(Items from a data source)
"""

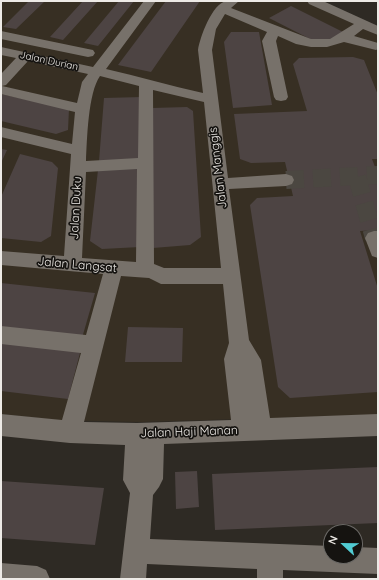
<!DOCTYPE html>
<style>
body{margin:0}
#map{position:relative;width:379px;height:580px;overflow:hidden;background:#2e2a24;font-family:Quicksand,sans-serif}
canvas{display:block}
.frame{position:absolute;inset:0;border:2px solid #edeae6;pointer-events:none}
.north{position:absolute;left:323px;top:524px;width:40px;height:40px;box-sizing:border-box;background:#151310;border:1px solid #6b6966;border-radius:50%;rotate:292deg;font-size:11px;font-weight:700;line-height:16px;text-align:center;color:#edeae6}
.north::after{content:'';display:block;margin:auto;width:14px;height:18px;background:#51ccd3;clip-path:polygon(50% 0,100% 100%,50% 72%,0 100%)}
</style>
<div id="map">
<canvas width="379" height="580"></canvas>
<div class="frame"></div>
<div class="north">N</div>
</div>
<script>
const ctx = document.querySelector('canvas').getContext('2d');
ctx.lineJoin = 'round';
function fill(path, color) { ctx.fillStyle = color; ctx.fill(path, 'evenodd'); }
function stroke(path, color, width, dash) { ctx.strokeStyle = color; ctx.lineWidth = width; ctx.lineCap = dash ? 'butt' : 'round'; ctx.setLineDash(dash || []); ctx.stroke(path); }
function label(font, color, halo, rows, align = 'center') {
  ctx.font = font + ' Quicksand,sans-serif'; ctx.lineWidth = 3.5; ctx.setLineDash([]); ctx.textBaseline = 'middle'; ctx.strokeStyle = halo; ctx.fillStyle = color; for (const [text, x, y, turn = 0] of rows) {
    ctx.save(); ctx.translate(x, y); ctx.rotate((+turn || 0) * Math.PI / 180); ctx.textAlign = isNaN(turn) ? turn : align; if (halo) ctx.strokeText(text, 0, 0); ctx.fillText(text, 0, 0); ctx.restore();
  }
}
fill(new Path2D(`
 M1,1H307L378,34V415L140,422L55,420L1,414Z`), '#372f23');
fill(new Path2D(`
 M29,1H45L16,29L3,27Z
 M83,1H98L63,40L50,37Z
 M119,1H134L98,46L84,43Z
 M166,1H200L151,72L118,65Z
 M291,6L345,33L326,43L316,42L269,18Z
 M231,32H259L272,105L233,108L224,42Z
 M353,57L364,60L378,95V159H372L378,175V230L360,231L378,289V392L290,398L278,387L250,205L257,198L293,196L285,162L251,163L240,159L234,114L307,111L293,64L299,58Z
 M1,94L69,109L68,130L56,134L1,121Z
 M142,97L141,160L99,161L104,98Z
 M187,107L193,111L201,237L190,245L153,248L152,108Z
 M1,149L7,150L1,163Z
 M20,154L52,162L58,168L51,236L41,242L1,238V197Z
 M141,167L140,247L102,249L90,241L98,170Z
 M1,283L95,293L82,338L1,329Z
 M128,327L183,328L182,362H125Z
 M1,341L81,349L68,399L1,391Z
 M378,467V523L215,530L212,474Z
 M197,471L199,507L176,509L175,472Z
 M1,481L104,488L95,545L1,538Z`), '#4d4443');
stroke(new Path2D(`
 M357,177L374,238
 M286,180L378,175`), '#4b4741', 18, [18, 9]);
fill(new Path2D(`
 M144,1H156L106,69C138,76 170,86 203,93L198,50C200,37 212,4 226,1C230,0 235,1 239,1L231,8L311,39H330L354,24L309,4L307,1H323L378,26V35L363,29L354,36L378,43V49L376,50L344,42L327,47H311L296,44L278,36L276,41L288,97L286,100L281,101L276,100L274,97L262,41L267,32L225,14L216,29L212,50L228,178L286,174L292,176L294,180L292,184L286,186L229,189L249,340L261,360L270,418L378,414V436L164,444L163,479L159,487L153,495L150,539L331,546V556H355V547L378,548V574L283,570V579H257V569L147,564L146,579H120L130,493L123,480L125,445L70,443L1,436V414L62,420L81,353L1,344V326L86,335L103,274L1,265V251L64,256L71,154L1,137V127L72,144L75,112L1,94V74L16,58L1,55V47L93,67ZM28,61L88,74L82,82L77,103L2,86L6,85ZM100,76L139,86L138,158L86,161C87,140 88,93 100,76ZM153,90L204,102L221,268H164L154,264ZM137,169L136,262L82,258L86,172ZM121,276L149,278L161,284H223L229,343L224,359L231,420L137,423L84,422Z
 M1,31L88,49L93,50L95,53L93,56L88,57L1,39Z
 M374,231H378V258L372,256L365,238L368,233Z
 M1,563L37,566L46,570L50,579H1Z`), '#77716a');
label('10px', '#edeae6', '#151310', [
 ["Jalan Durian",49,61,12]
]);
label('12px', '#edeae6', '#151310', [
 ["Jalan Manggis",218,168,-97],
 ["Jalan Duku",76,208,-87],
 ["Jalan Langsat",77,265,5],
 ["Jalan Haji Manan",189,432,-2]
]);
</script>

"""
"""

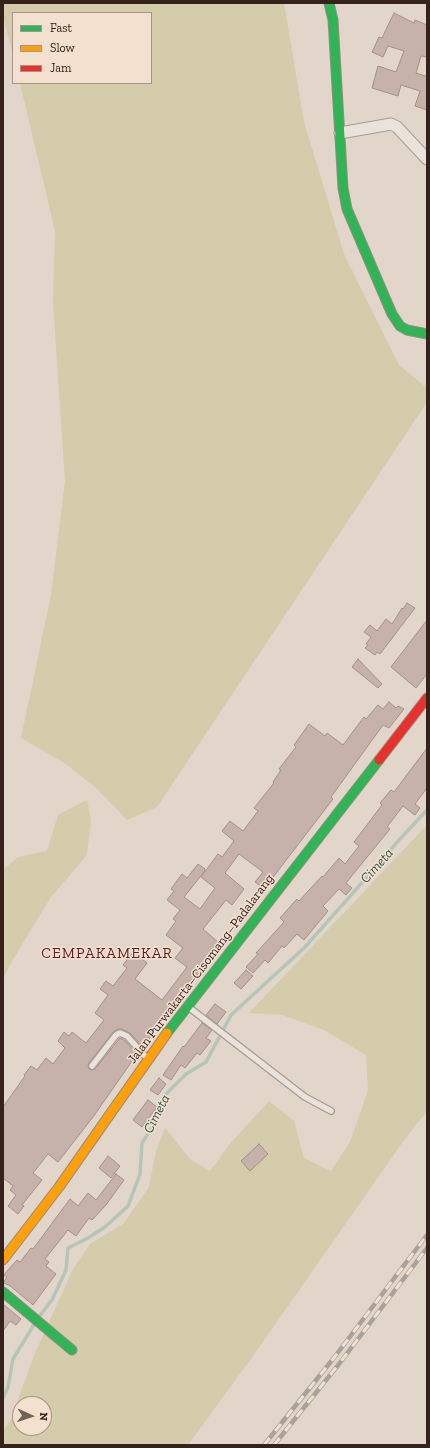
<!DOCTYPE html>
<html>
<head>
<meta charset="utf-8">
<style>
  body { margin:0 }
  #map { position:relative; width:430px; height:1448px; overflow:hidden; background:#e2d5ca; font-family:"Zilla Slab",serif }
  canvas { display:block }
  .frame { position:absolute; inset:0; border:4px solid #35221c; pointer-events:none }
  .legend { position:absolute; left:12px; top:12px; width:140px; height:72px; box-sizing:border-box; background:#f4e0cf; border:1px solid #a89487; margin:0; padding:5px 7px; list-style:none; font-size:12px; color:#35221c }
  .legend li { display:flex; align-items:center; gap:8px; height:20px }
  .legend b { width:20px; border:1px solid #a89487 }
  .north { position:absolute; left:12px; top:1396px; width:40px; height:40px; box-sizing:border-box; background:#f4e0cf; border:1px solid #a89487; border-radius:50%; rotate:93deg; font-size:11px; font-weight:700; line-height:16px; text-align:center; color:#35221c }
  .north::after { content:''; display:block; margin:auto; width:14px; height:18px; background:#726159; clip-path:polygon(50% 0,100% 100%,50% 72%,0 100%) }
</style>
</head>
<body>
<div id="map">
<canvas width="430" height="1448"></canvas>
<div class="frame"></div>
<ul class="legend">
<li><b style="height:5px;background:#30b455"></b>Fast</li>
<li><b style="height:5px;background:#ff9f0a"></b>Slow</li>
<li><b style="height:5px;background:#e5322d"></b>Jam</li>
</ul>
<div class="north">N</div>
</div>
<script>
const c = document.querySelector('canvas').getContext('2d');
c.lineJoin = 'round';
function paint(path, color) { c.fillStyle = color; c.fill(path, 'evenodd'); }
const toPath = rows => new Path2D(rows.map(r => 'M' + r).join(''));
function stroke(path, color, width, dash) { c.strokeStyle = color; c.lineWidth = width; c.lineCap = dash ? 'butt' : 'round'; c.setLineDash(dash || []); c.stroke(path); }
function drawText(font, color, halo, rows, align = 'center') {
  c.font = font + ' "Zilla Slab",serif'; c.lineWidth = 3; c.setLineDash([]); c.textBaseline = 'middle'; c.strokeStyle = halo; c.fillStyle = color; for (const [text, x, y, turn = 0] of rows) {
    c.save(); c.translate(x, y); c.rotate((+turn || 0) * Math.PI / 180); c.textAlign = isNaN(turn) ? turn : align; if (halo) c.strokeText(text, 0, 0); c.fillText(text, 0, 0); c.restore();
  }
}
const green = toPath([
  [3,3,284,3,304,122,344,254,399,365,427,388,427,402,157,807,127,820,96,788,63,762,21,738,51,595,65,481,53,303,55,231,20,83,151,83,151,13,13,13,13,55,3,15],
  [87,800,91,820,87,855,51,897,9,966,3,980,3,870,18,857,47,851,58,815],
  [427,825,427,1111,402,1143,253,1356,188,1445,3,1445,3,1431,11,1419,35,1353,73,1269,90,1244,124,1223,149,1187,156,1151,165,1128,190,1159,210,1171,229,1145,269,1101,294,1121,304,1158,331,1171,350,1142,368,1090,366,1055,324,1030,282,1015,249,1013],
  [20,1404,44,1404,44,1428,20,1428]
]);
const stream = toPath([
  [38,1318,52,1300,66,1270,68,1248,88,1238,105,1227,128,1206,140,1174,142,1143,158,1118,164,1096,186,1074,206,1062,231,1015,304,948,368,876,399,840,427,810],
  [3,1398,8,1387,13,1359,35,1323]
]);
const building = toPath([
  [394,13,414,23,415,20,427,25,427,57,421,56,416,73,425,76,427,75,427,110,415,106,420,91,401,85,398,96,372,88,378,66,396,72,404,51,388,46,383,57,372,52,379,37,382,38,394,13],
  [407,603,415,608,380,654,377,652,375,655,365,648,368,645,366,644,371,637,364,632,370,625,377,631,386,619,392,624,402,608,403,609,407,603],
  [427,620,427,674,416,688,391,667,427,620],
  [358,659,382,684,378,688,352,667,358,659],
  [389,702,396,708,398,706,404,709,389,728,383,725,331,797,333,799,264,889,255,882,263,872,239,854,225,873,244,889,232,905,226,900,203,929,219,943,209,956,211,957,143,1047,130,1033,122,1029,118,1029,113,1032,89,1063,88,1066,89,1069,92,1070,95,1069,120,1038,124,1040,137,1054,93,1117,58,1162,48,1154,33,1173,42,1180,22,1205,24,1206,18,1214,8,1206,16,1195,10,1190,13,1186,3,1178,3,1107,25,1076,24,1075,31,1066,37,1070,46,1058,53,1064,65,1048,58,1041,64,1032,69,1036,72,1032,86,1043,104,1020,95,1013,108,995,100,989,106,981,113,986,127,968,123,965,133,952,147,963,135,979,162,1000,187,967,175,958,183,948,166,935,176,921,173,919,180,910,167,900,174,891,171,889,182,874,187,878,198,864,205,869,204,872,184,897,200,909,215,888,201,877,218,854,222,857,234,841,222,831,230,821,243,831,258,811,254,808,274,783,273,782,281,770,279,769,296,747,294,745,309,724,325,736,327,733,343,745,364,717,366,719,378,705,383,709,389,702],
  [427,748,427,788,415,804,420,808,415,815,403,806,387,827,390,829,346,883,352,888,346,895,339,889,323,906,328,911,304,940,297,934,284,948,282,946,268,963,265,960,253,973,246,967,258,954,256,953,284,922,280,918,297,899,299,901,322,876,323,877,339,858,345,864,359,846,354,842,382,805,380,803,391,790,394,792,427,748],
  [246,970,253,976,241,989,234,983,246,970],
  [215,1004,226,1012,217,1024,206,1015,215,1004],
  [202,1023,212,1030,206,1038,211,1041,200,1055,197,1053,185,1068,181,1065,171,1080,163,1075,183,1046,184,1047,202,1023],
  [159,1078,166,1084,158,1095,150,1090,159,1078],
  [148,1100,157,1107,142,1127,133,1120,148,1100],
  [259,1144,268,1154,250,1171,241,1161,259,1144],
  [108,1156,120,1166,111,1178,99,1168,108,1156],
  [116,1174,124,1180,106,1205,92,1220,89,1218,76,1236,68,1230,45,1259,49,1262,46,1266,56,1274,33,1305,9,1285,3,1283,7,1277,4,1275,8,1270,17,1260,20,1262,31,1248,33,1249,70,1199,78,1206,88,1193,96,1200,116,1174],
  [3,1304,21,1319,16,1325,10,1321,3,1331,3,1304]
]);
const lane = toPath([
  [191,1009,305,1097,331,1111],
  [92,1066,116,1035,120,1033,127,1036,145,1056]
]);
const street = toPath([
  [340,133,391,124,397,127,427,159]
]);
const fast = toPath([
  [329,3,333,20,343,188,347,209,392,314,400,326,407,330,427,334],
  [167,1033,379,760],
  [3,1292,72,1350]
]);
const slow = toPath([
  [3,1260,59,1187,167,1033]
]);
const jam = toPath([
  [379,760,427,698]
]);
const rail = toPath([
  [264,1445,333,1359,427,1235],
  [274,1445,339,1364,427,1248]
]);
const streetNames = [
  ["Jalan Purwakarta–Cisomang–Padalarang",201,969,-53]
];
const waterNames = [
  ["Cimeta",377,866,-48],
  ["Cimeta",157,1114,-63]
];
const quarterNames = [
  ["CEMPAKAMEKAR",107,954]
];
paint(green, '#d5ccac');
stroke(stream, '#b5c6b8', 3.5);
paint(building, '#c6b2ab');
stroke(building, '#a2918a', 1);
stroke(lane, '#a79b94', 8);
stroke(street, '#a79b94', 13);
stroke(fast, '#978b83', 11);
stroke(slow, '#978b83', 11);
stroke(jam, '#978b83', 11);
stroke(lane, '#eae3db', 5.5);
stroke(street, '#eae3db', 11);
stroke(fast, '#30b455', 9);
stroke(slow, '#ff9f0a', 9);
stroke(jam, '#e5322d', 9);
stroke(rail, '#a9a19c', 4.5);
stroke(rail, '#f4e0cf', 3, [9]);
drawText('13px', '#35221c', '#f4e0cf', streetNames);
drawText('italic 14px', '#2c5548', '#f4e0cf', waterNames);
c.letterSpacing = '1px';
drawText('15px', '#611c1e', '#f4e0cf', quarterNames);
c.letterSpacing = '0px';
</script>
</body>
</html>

"""

From the entries above, copy every line containing the word "isNaN".

* Written reply *
    ctx.save(); ctx.translate(x, y); ctx.rotate((+turn || 0) * Math.PI / 180); ctx.textAlign = isNaN(turn) ? turn : align; if (halo) ctx.strokeText(text, 0, 0); ctx.fillText(text, 0, 0); ctx.restore();
    c.save(); c.translate(x, y); c.rotate((+turn || 0) * Math.PI / 180); c.textAlign = isNaN(turn) ? turn : align; if (halo) c.strokeText(text, 0, 0); c.fillText(text, 0, 0); c.restore();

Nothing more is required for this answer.